● WHAT IS NEEDED: Print all records exactly, leaving nothing out.

● DATA SECTION:
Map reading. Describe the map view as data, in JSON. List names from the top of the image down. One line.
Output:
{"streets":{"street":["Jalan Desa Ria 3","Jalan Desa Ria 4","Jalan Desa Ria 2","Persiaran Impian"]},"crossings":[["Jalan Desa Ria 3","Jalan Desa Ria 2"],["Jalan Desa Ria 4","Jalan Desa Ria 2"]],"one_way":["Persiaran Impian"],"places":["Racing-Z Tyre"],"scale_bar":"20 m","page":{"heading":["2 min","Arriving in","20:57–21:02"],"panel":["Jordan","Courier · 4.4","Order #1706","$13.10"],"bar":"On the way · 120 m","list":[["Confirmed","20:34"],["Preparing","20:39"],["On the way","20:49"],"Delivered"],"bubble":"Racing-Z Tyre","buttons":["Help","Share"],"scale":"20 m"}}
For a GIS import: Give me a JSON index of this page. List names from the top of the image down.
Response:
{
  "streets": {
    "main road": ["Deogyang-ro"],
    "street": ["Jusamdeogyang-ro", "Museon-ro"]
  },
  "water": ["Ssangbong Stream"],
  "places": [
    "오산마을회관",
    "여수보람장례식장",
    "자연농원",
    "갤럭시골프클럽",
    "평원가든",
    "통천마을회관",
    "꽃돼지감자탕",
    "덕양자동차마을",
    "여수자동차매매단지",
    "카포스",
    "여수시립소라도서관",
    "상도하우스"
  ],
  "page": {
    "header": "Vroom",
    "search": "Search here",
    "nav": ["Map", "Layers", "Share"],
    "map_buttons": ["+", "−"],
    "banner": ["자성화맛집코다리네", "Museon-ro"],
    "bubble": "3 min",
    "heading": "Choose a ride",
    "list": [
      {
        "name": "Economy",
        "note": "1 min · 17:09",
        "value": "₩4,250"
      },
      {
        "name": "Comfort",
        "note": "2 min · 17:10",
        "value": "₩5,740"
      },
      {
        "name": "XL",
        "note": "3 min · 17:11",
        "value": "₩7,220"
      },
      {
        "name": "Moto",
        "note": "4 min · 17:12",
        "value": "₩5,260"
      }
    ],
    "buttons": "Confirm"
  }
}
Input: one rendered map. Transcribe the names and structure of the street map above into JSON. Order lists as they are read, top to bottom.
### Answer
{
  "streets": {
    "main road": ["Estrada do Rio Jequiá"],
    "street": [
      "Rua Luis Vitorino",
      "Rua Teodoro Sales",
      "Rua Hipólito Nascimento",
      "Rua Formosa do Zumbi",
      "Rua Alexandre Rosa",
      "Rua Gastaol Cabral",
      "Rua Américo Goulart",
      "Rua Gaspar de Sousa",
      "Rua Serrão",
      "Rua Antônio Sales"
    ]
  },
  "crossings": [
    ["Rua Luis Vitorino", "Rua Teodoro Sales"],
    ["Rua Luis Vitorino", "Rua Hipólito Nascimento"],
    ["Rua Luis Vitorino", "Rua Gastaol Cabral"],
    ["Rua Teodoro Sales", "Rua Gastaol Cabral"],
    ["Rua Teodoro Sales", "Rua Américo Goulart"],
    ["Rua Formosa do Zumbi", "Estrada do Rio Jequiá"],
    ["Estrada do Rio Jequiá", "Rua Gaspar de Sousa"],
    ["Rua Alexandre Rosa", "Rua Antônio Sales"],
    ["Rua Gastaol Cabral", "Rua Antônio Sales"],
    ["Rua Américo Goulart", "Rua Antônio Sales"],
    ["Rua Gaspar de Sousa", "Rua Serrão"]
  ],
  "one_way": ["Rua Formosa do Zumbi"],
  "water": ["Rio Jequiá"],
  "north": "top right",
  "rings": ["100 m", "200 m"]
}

● SOLUTION TO THE EXERCISE:
Map reading. Describe the map view as data, in JSON. List names from the top of the image down. One line.
Output:
{"streets":{"street":["Jalan Desa Ria 3","Jalan Desa Ria 4","Jalan Desa Ria 2","Persiaran Impian"]},"crossings":[["Jalan Desa Ria 3","Jalan Desa Ria 2"],["Jalan Desa Ria 4","Jalan Desa Ria 2"]],"one_way":["Persiaran Impian"],"places":["Racing-Z Tyre"],"scale_bar":"20 m","page":{"heading":["2 min","Arriving in","20:57–21:02"],"panel":["Jordan","Courier · 4.4","Order #1706","$13.10"],"bar":"On the way · 120 m","list":[["Confirmed","20:34"],["Preparing","20:39"],["On the way","20:49"],"Delivered"],"bubble":"Racing-Z Tyre","buttons":["Help","Share"],"scale":"20 m"}}
For a GIS import: Give me a JSON index of this page. List names from the top of the image down.
Response:
{
  "streets": {
    "main road": ["Deogyang-ro"],
    "street": ["Jusamdeogyang-ro", "Museon-ro"]
  },
  "water": ["Ssangbong Stream"],
  "places": [
    "오산마을회관",
    "여수보람장례식장",
    "자연농원",
    "갤럭시골프클럽",
    "평원가든",
    "통천마을회관",
    "꽃돼지감자탕",
    "덕양자동차마을",
    "여수자동차매매단지",
    "카포스",
    "여수시립소라도서관",
    "상도하우스"
  ],
  "page": {
    "header": "Vroom",
    "search": "Search here",
    "nav": ["Map", "Layers", "Share"],
    "map_buttons": ["+", "−"],
    "banner": ["자성화맛집코다리네", "Museon-ro"],
    "bubble": "3 min",
    "heading": "Choose a ride",
    "list": [
      {
        "name": "Economy",
        "note": "1 min · 17:09",
        "value": "₩4,250"
      },
      {
        "name": "Comfort",
        "note": "2 min · 17:10",
        "value": "₩5,740"
      },
      {
        "name": "XL",
        "note": "3 min · 17:11",
        "value": "₩7,220"
      },
      {
        "name": "Moto",
        "note": "4 min · 17:12",
        "value": "₩5,260"
      }
    ],
    "buttons": "Confirm"
  }
}
Input: one rendered map. Transcribe the names and structure of the street map above into JSON. Order lists as they are read, top to bottom.
### Answer
{
  "streets": {
    "main road": ["Estrada do Rio Jequiá"],
    "street": [
      "Rua Luis Vitorino",
      "Rua Teodoro Sales",
      "Rua Hipólito Nascimento",
      "Rua Formosa do Zumbi",
      "Rua Alexandre Rosa",
      "Rua Gastaol Cabral",
      "Rua Américo Goulart",
      "Rua Gaspar de Sousa",
      "Rua Serrão",
      "Rua Antônio Sales"
    ]
  },
  "crossings": [
    ["Rua Luis Vitorino", "Rua Teodoro Sales"],
    ["Rua Luis Vitorino", "Rua Hipólito Nascimento"],
    ["Rua Luis Vitorino", "Rua Gastaol Cabral"],
    ["Rua Teodoro Sales", "Rua Gastaol Cabral"],
    ["Rua Teodoro Sales", "Rua Américo Goulart"],
    ["Rua Formosa do Zumbi", "Estrada do Rio Jequiá"],
    ["Estrada do Rio Jequiá", "Rua Gaspar de Sousa"],
    ["Rua Alexandre Rosa", "Rua Antônio Sales"],
    ["Rua Gastaol Cabral", "Rua Antônio Sales"],
    ["Rua Américo Goulart", "Rua Antônio Sales"],
    ["Rua Gaspar de Sousa", "Rua Serrão"]
  ],
  "one_way": ["Rua Formosa do Zumbi"],
  "water": ["Rio Jequiá"],
  "north": "top right",
  "rings": ["100 m", "200 m"]
}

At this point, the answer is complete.